Exercise details:
Write down every entry once more, exactly as it reads.
◆ ◆ ◆ ◆ ◆
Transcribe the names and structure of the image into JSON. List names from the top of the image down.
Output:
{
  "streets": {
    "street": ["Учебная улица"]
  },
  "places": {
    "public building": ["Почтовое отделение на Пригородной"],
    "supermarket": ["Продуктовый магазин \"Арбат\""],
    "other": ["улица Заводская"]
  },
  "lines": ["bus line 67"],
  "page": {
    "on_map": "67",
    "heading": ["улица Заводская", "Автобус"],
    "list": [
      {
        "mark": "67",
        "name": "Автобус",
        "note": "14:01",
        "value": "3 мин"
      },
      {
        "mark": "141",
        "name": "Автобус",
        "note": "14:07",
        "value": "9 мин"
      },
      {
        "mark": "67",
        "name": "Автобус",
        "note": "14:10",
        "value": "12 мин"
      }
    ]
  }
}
◆ ◆ ◆ ◆ ◆
Answer box:
Transcribe the names and structure of the image into JSON. List names from the top of the image down.
Output:
{
  "streets": {
    "street": ["Учебная улица"]
  },
  "places": {
    "public building": ["Почтовое отделение на Пригородной"],
    "supermarket": ["Продуктовый магазин \"Арбат\""],
    "other": ["улица Заводская"]
  },
  "lines": ["bus line 67"],
  "page": {
    "on_map": "67",
    "heading": ["улица Заводская", "Автобус"],
    "list": [
      {
        "mark": "67",
        "name": "Автобус",
        "note": "14:01",
        "value": "3 мин"
      },
      {
        "mark": "141",
        "name": "Автобус",
        "note": "14:07",
        "value": "9 мин"
      },
      {
        "mark": "67",
        "name": "Автобус",
        "note": "14:10",
        "value": "12 мин"
      }
    ]
  }
}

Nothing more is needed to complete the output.